[Saved data entries]

-- -- --

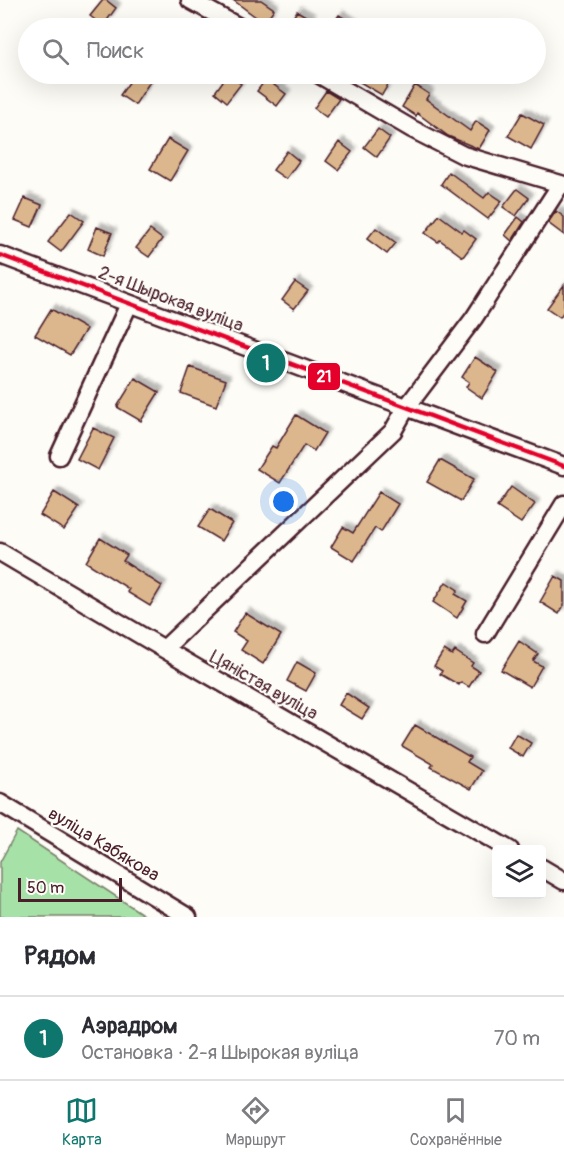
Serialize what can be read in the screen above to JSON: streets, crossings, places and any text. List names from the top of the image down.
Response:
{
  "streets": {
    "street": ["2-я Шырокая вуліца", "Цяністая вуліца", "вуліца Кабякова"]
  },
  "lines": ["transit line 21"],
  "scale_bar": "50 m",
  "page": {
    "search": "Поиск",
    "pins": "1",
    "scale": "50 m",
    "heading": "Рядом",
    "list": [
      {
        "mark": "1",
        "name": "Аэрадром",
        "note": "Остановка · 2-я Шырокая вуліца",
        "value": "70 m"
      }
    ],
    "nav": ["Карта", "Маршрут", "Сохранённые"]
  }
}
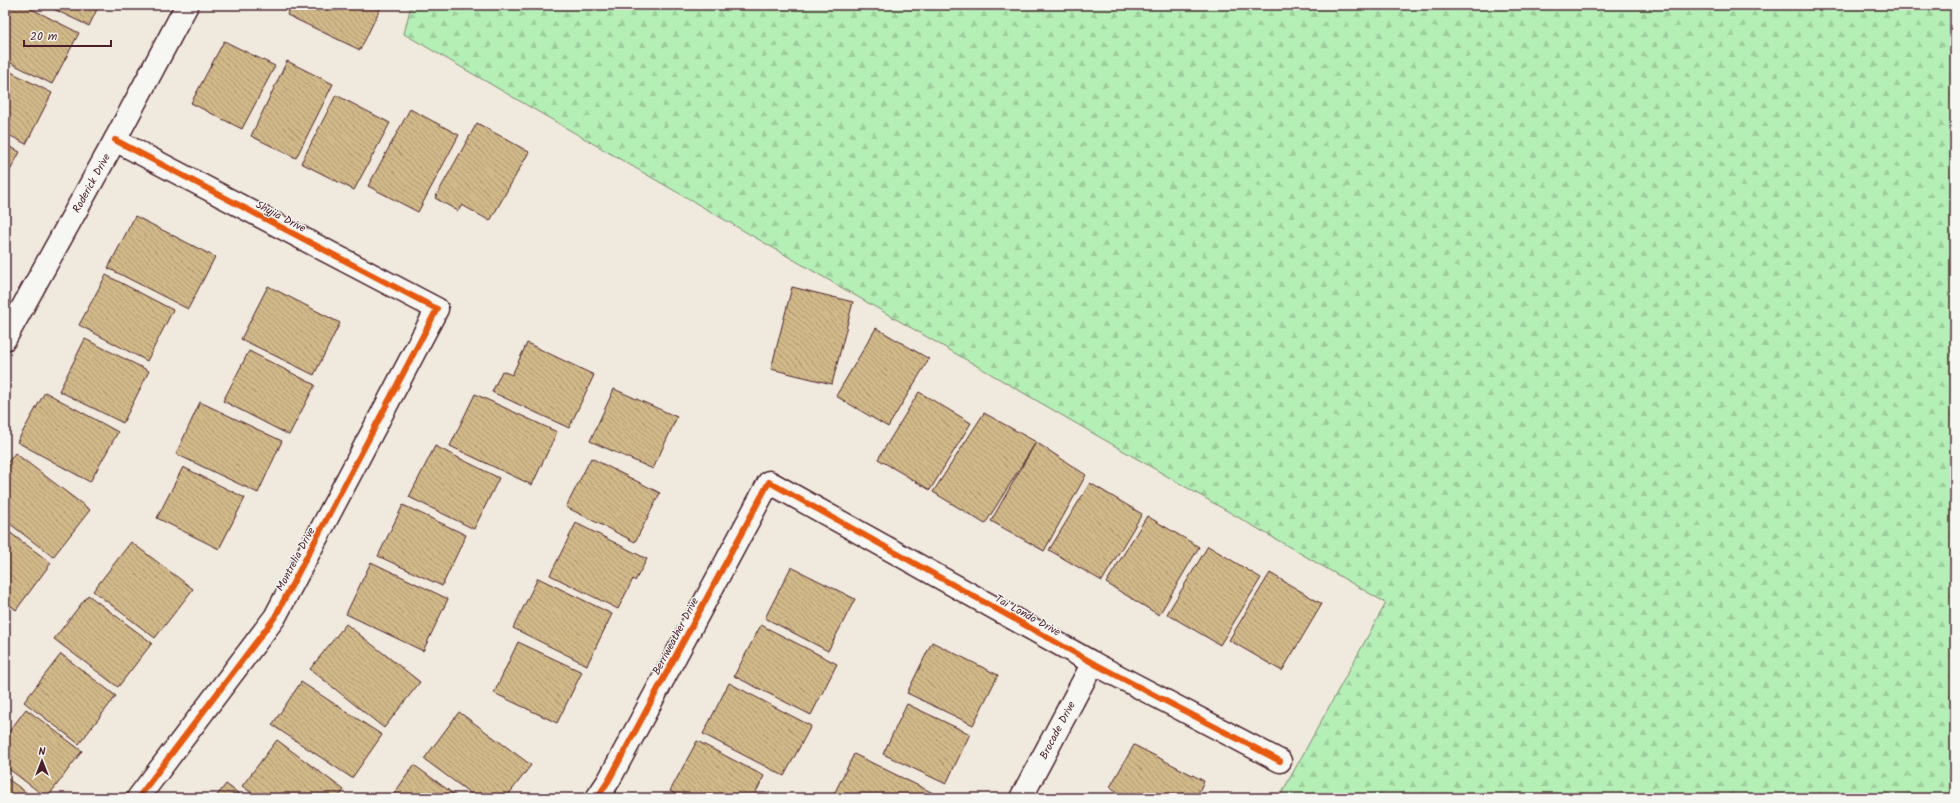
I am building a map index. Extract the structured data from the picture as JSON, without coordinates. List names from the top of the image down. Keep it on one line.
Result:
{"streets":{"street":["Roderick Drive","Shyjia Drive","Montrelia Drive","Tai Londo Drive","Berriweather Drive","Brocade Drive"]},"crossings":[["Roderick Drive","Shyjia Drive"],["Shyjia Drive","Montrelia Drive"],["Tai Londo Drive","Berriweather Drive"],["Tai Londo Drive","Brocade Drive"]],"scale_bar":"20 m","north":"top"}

-- -- --

* [Exercise prompt]
Give the number of lines in the data above that include the word "image", with no other words.

* [Response]
2